I am sure Michael doesn't MEAN to be pejorative Glauber, because then he would become a 'diddly dabbler'. He just wants us to know that he plays something else other than ITM that he finds more rewarding, and that's OK too (isn't it??)
Diddly daddly diddly damdidi diddly diddly dadl di dadl di
... Jill, are you sure, Michael plays something else other than ITM that he finds more rewarding? He told us, what he plays and he calls it diddly music and he told us as well this is an onomatopoetic expression ... and to me it fits (and I like it),
I play diddly music 'cause I love it to bits, warts and all. I'm glad it's not Bethoven 'cause I wouldn't be able to play it.

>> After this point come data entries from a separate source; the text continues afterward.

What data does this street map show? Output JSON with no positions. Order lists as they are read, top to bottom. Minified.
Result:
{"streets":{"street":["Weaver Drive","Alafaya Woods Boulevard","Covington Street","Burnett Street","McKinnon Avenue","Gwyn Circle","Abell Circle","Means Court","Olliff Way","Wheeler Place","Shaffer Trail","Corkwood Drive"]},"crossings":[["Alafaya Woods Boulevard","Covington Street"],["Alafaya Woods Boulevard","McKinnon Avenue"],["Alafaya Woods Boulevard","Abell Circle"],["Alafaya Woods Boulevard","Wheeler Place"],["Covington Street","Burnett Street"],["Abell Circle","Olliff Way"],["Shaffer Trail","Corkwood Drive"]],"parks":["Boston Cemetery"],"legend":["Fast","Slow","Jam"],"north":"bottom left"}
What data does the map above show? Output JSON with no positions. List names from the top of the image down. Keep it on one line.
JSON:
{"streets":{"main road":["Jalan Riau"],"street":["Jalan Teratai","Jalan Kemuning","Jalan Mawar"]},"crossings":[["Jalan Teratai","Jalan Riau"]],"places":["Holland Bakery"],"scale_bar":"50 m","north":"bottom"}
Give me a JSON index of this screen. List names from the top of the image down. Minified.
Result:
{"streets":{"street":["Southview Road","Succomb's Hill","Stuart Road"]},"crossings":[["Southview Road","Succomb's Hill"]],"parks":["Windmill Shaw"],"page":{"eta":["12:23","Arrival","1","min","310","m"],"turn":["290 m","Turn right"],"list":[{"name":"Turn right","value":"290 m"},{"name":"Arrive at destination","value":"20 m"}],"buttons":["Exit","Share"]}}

I would be fooling myself to say that I'd like to play some harder forms of music because, if I did, I'd take the bother to learn it.

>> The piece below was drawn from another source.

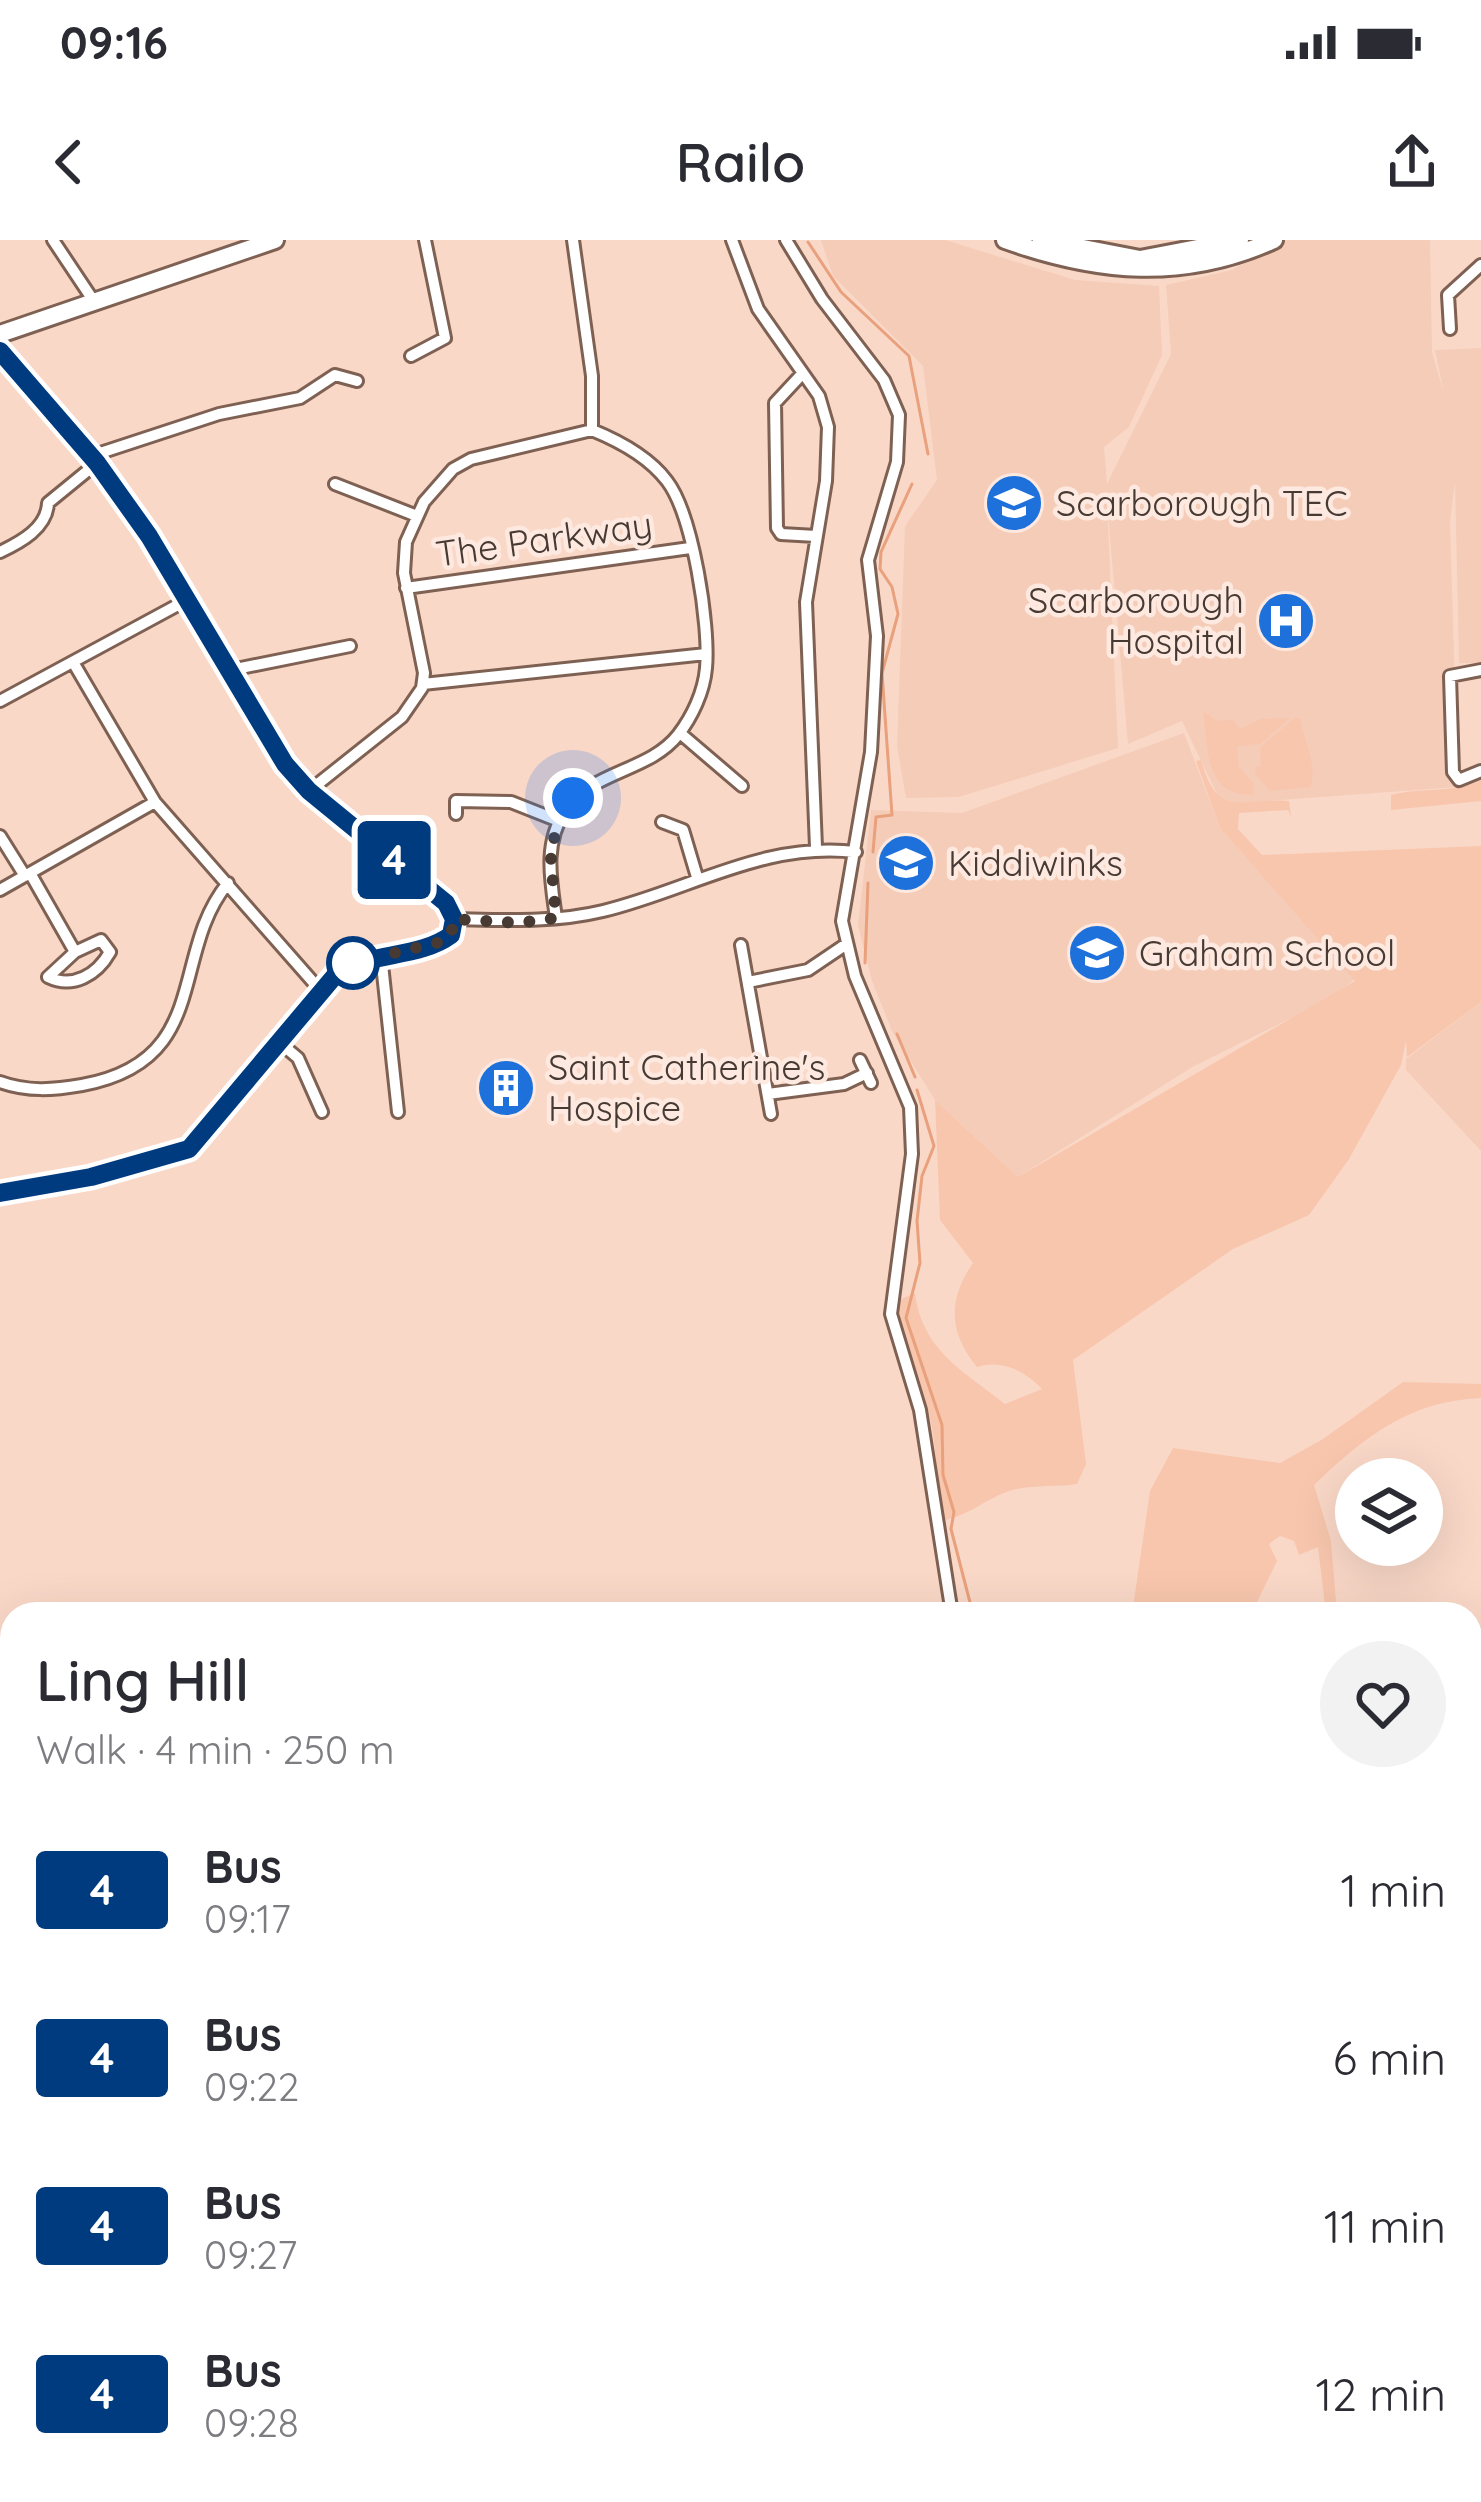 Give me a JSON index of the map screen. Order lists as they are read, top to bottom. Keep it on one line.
{"streets":{"street":["The Parkway"]},"places":{"school or university":["Scarborough TEC","Kiddiwinks","Graham School"],"hospital":["Scarborough Hospital"],"building":["Saint Catherine's Hospice"]},"lines":["bus line 4"],"page":{"status":"09:16","header":"Railo","on_map":"4","heading":["Ling Hill","Walk · 4 min · 250 m"],"list":[{"mark":"4","name":"Bus","note":"09:17","value":"1 min"},{"mark":"4","name":"Bus","note":"09:22","value":"6 min"},{"mark":"4","name":"Bus","note":"09:27","value":"11 min"},{"mark":"4","name":"Bus","note":"09:28","value":"12 min"}]}}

The reason I love diddly music is because it's easy, and we all know that great music doesn't have to be difficult.
My dictionary is getting dog eared! I hope you are a good sport, Michael and I like the 'onomatopoetic' idea Volka. You are right that learning by ear (getting back to the thread) should be fun, and the music is 'diddly daddly' Michael and Volka. Lilting has everything to do with playing by ear. Warmed by a couple of Bailey's and a few nice toons I just want to quote a famous Aussie boxer: "I luv yous all".
Cheers from a merry diddly dabbler.
Golly, how did you guys get in before me? I posted and you both appeared. Clearly you are a terrific sport Michael, wish we could all have some toons together. That is shots, not bottles, by the way. Cheers
K, I thought you might like to know about a recording that we use for stepdancing but that would be an excellent CD for a beginning aural learner to learn off of. Billy McComiskey, Brendan Mulvihill, and Zan McLeod recorded *One More Time* for the Culkin School of Dance, and it has very common session standards on it played at varying speeds (as low as 70, in some cases, and no higher than 113 on the reels and 120 for the jjigs).

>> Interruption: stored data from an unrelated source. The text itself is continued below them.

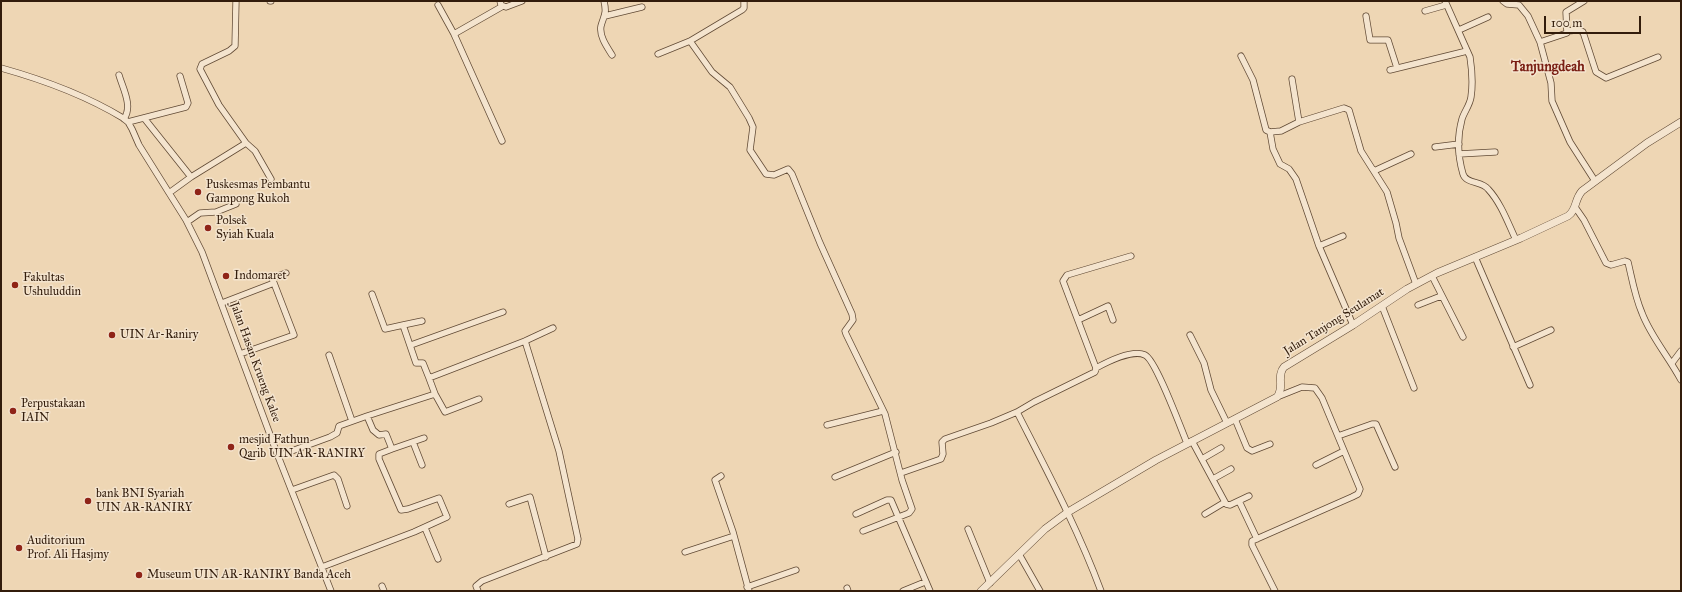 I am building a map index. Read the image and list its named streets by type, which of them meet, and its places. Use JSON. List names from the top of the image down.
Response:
{
  "streets": {
    "street": ["Jalan Tanjong Seulamat", "Jalan Hasan Krueng Kalee"]
  },
  "districts": ["Tanjungdeah"],
  "places": [
    "Puskesmas Pembantu Gampong Rukoh",
    "Polsek Syiah Kuala",
    "Indomaret",
    "Fakultas Ushuluddin",
    "UIN Ar-Raniry",
    "Perpustakaan IAIN",
    "mesjid Fathun Qarib UIN AR-RANIRY",
    "bank BNI Syariah UIN AR-RANIRY",
    "Auditorium Prof. Ali Hasjmy",
    "Museum UIN AR-RANIRY Banda Aceh"
  ],
  "scale_bar": "100 m"
}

How often can you play along with these three exellent players on tunes like Silver Spear, Mss McLeod's, Wise Maid, Gallagher's Frolics, Boys of Balisadare, Merrily Kiss the Quaker, Boys of Blue Hill, etc., at speeds slow enough for a beginner? I'll do a full track listing under the recordings section when I get done with this post.
I was really jazzed to find this CD -- I recommend it to everybody, dancers and beginning players alike. At last, a CD for Irish stepdancers with really good ITM on it. That may not sound all that unusual, but you'd be surprised...
OK, i'll bite... learning by ear is an indispensible skill for a musician, but there isn't any reason to be afraid of or angry at sheet music. It's the same as saying that "stories have always been transmitted aurally, and for this reason i detest books!". If it wasn't for writing, most of the old stories would have been lost. If it wasn't for sheet music, most of the old tchunes would have been lost too. Persons and governments in Ireland and elsewhere put a lot of effort on interviewing traditional musicians and writing down their melodies, and so we still play those melodies today.
Sheet music is a notation system that, once we understand its limitations, works extremely well to preserve musical ideas, and it's universal. There's no need for anyone to feel embarassed for knowing the "dots" or "ABC" (which is really just a system for representing the "dots" through computer symbols).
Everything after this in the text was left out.